Lines in the records below that contain the word "this" must each be copied.

------ SOURCE DATA ------

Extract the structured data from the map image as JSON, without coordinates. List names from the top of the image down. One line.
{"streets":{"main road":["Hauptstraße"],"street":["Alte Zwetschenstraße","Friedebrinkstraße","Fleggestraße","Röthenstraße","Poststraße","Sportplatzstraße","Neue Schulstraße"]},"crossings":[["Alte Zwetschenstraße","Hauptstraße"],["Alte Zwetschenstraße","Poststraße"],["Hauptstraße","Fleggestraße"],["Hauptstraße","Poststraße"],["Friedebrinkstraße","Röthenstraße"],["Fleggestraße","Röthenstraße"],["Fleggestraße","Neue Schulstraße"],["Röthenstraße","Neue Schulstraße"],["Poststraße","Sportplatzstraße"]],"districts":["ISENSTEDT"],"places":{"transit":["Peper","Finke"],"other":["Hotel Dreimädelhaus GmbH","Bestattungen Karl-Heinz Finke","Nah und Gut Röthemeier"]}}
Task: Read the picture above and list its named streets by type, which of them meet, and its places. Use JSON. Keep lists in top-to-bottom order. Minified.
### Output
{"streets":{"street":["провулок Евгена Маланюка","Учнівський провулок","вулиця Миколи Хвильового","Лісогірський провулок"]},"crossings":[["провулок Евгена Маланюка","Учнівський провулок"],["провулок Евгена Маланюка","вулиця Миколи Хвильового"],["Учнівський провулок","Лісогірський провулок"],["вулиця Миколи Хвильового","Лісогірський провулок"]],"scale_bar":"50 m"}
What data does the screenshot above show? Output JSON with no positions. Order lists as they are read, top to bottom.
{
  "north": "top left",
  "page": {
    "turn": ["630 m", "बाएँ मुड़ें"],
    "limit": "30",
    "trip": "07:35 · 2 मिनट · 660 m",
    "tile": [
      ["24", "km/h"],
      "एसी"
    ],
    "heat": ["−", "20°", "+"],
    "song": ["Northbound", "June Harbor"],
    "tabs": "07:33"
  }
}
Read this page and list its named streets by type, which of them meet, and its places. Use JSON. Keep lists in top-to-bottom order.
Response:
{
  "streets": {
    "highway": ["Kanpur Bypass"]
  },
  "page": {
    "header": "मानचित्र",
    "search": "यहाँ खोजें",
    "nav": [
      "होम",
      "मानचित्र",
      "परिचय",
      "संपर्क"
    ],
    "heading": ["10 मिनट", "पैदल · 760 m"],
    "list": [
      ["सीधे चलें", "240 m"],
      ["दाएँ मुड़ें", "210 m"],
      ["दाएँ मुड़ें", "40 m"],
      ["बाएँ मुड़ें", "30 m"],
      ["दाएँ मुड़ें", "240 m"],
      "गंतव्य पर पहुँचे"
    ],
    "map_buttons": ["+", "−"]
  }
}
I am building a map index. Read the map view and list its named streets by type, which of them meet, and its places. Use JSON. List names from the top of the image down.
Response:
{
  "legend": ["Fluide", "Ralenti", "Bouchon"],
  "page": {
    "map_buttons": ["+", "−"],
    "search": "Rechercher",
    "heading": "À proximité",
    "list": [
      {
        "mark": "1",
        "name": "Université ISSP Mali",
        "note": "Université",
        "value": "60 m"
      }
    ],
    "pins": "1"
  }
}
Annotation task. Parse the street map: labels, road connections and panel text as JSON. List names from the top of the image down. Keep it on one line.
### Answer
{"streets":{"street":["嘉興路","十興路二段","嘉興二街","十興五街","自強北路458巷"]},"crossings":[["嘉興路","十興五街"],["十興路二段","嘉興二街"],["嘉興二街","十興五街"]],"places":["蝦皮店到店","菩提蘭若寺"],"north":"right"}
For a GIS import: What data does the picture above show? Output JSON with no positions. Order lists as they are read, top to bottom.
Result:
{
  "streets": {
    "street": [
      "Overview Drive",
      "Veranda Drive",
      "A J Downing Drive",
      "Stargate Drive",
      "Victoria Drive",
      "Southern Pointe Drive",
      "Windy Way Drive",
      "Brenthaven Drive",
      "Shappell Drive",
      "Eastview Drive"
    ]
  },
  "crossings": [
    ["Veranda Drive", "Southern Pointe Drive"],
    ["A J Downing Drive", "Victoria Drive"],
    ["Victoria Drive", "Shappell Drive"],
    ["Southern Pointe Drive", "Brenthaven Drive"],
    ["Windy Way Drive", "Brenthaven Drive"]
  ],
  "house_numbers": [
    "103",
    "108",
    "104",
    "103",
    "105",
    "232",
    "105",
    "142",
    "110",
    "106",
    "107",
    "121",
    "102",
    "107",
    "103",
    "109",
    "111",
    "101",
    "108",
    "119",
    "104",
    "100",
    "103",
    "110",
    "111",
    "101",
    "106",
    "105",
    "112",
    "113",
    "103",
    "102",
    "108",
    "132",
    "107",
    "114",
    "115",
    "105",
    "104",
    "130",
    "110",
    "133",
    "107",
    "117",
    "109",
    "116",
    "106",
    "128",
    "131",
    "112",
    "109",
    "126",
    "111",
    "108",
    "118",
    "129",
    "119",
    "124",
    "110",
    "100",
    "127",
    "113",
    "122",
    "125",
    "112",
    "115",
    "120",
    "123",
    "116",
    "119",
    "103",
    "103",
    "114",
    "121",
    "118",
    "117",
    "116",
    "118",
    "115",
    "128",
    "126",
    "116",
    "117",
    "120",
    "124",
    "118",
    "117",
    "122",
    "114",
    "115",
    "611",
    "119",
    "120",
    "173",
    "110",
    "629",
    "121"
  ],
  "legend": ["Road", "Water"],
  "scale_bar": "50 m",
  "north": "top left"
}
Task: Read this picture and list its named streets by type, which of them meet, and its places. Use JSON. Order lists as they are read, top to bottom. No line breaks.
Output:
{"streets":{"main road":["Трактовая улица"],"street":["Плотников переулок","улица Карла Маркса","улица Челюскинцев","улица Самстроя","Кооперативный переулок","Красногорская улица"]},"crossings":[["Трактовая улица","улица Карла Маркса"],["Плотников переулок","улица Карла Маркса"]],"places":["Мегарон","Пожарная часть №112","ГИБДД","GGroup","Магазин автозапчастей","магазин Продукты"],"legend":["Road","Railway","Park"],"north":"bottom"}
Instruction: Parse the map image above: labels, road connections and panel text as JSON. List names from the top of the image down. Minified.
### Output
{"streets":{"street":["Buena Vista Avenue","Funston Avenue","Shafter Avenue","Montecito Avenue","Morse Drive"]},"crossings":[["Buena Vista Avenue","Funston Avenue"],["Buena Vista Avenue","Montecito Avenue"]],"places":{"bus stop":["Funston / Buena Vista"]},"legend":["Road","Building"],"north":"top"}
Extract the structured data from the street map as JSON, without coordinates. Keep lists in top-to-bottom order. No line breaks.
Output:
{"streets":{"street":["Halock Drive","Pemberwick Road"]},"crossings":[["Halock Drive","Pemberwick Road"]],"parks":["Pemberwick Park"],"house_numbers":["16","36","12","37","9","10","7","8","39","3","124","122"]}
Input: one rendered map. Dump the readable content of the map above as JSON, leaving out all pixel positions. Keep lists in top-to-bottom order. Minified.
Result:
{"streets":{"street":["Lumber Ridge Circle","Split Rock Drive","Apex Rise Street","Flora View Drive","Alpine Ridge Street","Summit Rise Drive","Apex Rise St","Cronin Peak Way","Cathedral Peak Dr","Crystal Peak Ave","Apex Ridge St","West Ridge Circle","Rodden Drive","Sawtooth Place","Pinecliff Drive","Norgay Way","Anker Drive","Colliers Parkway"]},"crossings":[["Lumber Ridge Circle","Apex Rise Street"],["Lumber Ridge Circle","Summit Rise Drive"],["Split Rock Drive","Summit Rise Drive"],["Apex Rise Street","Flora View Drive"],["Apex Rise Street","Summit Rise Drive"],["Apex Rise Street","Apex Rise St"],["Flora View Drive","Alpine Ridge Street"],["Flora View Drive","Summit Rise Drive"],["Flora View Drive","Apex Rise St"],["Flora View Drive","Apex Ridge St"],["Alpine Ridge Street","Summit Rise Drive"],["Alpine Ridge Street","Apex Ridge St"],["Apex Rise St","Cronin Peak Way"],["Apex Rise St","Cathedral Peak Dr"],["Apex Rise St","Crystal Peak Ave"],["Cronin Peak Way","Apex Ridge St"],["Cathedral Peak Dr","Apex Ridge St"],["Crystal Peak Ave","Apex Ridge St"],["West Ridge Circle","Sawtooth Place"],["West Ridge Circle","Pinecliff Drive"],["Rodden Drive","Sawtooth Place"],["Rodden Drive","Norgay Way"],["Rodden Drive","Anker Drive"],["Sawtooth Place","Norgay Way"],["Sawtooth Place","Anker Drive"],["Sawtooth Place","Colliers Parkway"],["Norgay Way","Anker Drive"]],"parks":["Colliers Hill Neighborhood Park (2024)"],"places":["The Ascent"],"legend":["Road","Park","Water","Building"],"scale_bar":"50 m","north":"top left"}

------

#### [TASK ANSWER]
Read this page and list its named streets by type, which of them meet, and its places. Use JSON. Keep lists in top-to-bottom order.
Task: Read this picture and list its named streets by type, which of them meet, and its places. Use JSON. Order lists as they are read, top to bottom. No line breaks.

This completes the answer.